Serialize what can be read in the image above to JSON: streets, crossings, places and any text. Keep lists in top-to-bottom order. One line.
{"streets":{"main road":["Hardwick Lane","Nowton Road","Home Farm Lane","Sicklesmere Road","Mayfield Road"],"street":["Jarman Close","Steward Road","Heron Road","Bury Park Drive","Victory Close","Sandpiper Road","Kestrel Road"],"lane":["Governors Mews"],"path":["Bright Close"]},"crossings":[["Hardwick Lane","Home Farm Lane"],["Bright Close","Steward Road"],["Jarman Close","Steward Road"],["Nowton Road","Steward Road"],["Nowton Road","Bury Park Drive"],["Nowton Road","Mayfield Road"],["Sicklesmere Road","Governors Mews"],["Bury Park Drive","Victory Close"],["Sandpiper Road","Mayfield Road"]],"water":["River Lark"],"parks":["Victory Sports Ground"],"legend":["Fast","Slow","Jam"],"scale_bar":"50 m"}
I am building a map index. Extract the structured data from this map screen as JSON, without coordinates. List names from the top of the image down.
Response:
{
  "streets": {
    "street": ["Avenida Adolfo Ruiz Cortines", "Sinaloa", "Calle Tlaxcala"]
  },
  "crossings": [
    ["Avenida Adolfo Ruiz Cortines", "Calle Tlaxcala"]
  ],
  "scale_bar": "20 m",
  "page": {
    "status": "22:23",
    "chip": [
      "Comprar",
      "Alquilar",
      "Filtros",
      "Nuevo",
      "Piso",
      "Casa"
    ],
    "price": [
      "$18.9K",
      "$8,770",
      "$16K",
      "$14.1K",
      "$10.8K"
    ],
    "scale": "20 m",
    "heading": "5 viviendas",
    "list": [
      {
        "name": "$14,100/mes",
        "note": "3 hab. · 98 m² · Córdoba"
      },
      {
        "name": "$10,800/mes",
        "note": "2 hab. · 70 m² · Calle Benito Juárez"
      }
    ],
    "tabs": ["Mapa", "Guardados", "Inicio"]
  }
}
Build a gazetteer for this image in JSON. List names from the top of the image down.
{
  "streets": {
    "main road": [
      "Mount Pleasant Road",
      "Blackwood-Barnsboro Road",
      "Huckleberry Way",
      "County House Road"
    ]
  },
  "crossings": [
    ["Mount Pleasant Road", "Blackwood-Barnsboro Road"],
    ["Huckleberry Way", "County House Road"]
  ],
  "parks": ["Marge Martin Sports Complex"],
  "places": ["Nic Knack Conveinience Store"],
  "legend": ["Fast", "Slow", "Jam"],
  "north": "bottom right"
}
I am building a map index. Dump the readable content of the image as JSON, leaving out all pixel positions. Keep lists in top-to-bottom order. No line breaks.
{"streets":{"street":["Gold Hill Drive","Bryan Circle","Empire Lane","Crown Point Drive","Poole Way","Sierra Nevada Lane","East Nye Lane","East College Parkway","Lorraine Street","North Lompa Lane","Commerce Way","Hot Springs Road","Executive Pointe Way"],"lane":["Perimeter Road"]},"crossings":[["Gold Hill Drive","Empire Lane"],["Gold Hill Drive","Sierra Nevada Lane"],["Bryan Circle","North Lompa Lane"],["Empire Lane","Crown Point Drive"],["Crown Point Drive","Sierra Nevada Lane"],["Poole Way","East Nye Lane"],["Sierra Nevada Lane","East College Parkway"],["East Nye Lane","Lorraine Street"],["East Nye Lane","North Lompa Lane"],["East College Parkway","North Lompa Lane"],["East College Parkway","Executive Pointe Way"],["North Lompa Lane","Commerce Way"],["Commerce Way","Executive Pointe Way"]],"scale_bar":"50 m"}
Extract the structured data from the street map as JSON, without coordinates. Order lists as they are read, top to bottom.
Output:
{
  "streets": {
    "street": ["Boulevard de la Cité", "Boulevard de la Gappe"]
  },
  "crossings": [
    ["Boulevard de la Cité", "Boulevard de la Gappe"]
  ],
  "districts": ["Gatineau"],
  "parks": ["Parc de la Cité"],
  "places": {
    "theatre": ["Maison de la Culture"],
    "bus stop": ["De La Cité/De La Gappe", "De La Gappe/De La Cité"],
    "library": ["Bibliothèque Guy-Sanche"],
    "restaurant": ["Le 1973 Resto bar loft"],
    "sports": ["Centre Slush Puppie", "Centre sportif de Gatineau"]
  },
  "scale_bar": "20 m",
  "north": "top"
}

────

▶ [ABOUT THIS TASK] This exercise calls for the lines from the one holding "Extract the structured data from the" through the end of the entries, transcribed exactly and with nothing more.

▶ [WRITTEN RESPONSE]
Extract the structured data from the street map as JSON, without coordinates. Order lists as they are read, top to bottom.
Output:
{
  "streets": {
    "street": ["Boulevard de la Cité", "Boulevard de la Gappe"]
  },
  "crossings": [
    ["Boulevard de la Cité", "Boulevard de la Gappe"]
  ],
  "districts": ["Gatineau"],
  "parks": ["Parc de la Cité"],
  "places": {
    "theatre": ["Maison de la Culture"],
    "bus stop": ["De La Cité/De La Gappe", "De La Gappe/De La Cité"],
    "library": ["Bibliothèque Guy-Sanche"],
    "restaurant": ["Le 1973 Resto bar loft"],
    "sports": ["Centre Slush Puppie", "Centre sportif de Gatineau"]
  },
  "scale_bar": "20 m",
  "north": "top"
}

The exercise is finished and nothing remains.